Table of Contents

Class GaussianNoise<T>

Namespace
AiDotNet.Augmentation.Image
Assembly
AiDotNet.dll

Adds Gaussian noise to an image.

public class GaussianNoise<T> : AugmentationBase<T, ImageTensor<T>>, IAugmentation<T, ImageTensor<T>>

Type Parameters

T

The numeric type for calculations.

Inheritance
GaussianNoise<T>
Implements
Inherited Members

Remarks

Gaussian noise adds random values drawn from a normal (Gaussian) distribution to each pixel. This simulates sensor noise in cameras and helps the model become robust to noisy inputs.

For Beginners: Think of this like the "grain" you see in photos taken in low light. Adding random noise to training images teaches your model to focus on the real features rather than memorizing exact pixel values.

When to use:

  • When training data is too clean (synthetic or studio images)
  • When deployed images may have sensor noise
  • As a regularization technique to prevent overfitting

Constructors

GaussianNoise(double, double, double, double, double, double)

Creates a new Gaussian noise augmentation.

public GaussianNoise(double mean = 0, double minStd = 0.01, double maxStd = 0.05, double probability = 0.5, double minValue = 0, double maxValue = 1)

Parameters

mean double

The mean of the Gaussian distribution. Industry standard default is 0.0 (no bias).

minStd double

The minimum standard deviation of the noise. Industry standard default is 0.01.

maxStd double

The maximum standard deviation of the noise. Industry standard default is 0.05.

probability double

The probability of applying this augmentation (0.0 to 1.0). Industry standard default is 0.5.

minValue double

The minimum valid pixel value for clamping. Default is 0.0 for normalized images.

maxValue double

The maximum valid pixel value for clamping. Default is 1.0 for normalized images.

Properties

MaxStd

Gets the maximum standard deviation of the noise.

public double MaxStd { get; }

Property Value

double

MaxValue

Gets the maximum valid pixel value (for clamping).

public double MaxValue { get; }

Property Value

double

Mean

Gets the mean of the Gaussian distribution.

public double Mean { get; }

Property Value

double

MinStd

Gets the minimum standard deviation of the noise.

public double MinStd { get; }

Property Value

double

MinValue

Gets the minimum valid pixel value (for clamping).

public double MinValue { get; }

Property Value

double

Methods

ApplyAugmentation(ImageTensor<T>, AugmentationContext<T>)
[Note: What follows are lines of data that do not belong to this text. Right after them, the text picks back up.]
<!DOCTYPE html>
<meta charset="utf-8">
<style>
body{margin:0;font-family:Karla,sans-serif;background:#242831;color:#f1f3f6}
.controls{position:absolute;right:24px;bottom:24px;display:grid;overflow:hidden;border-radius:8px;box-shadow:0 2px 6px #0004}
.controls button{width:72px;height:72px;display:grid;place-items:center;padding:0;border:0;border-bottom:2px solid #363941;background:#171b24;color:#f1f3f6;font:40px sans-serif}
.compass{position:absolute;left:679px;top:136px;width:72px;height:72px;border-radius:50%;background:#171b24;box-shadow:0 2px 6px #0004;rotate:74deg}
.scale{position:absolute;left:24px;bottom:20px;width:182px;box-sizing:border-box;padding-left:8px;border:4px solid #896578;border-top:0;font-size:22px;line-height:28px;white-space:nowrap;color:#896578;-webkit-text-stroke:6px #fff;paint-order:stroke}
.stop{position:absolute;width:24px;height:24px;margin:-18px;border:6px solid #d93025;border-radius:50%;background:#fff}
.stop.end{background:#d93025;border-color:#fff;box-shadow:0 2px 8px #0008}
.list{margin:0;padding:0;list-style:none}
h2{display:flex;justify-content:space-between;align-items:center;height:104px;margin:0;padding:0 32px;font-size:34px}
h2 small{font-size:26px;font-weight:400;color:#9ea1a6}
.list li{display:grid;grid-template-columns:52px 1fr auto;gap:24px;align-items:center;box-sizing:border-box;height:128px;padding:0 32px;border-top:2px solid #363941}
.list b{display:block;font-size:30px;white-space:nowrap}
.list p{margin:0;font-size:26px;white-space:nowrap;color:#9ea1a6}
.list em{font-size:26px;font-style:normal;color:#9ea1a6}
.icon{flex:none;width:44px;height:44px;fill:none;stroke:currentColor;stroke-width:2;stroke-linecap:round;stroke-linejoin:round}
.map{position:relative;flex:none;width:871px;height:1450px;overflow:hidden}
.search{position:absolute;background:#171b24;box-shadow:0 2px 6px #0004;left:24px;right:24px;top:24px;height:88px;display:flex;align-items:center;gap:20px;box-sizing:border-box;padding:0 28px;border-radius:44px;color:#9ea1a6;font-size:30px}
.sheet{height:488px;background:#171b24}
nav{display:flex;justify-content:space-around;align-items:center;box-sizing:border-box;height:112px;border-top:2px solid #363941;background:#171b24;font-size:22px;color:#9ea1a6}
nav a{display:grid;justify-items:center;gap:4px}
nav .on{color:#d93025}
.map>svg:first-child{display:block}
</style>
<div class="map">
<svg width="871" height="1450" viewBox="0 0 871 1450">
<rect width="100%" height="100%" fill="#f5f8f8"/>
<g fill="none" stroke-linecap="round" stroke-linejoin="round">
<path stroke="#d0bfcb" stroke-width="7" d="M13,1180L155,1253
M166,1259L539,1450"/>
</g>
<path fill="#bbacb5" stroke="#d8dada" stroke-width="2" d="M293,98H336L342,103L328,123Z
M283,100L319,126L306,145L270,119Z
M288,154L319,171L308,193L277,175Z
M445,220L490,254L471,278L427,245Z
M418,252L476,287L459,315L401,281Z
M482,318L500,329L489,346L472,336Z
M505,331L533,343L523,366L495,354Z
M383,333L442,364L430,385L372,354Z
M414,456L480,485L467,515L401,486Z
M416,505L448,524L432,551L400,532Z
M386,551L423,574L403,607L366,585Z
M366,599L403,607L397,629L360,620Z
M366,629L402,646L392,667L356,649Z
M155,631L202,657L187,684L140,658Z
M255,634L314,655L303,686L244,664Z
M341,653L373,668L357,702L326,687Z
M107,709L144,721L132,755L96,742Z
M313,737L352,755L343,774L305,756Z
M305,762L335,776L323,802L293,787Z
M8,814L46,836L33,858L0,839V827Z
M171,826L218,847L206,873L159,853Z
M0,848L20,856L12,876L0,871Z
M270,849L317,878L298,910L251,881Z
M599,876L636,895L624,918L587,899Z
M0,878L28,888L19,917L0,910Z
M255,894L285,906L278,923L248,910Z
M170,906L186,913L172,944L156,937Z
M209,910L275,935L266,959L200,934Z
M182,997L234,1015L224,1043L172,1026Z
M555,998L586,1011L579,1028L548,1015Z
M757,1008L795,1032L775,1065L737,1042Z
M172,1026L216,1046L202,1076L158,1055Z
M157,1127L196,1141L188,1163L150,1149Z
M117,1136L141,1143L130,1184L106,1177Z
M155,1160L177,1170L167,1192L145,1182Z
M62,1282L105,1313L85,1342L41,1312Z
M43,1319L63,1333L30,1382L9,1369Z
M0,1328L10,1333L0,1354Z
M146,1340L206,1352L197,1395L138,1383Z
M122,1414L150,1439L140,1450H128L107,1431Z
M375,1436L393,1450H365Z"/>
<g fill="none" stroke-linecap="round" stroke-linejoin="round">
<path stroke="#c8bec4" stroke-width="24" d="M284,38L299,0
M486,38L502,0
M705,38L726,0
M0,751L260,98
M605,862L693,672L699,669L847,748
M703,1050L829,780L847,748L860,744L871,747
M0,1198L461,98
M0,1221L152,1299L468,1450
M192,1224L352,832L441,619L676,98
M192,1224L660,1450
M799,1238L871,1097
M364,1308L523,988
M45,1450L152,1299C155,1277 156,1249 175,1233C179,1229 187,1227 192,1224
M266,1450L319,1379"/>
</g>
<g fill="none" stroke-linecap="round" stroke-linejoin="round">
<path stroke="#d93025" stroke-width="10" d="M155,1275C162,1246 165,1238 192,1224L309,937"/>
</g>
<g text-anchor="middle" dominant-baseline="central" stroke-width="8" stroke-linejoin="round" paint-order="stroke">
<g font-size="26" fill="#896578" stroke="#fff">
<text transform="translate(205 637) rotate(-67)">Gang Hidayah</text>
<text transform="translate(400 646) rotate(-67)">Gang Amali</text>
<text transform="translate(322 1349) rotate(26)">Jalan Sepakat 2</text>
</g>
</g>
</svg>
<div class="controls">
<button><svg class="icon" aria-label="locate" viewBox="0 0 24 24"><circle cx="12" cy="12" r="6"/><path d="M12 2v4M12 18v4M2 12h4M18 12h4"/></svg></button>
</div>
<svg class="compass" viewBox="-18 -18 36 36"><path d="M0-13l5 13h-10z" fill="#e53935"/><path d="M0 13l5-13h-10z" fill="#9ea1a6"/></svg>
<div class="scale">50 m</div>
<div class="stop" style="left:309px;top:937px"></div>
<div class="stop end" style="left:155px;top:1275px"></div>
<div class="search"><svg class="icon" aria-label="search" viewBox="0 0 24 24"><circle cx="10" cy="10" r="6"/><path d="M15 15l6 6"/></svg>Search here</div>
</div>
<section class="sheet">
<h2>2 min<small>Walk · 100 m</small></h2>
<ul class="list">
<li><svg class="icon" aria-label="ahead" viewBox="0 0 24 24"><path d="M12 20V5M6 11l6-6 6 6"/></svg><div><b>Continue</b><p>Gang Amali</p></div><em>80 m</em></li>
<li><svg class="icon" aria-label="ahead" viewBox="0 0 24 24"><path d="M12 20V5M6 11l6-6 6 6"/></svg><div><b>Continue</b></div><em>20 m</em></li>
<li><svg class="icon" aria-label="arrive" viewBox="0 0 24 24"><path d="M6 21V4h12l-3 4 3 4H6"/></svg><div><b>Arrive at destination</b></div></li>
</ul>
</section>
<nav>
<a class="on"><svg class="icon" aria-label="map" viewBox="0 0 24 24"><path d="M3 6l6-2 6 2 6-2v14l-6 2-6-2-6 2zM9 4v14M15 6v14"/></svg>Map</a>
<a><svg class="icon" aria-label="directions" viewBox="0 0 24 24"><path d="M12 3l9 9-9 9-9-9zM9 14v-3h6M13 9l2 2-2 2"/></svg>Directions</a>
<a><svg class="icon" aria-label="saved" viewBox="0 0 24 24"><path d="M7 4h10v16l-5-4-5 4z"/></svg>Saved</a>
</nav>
Applies Gaussian noise to the image.

protected override ImageTensor<T> ApplyAugmentation(ImageTensor<T> data, AugmentationContext<T> context)

Parameters

data ImageTensor<T>
context AugmentationContext<T>

Returns

ImageTensor<T>

GetParameters()

Gets the parameters of this augmentation.

public override IDictionary<string, object> GetParameters()

Returns

IDictionary<string, object>

A dictionary of parameter names to values.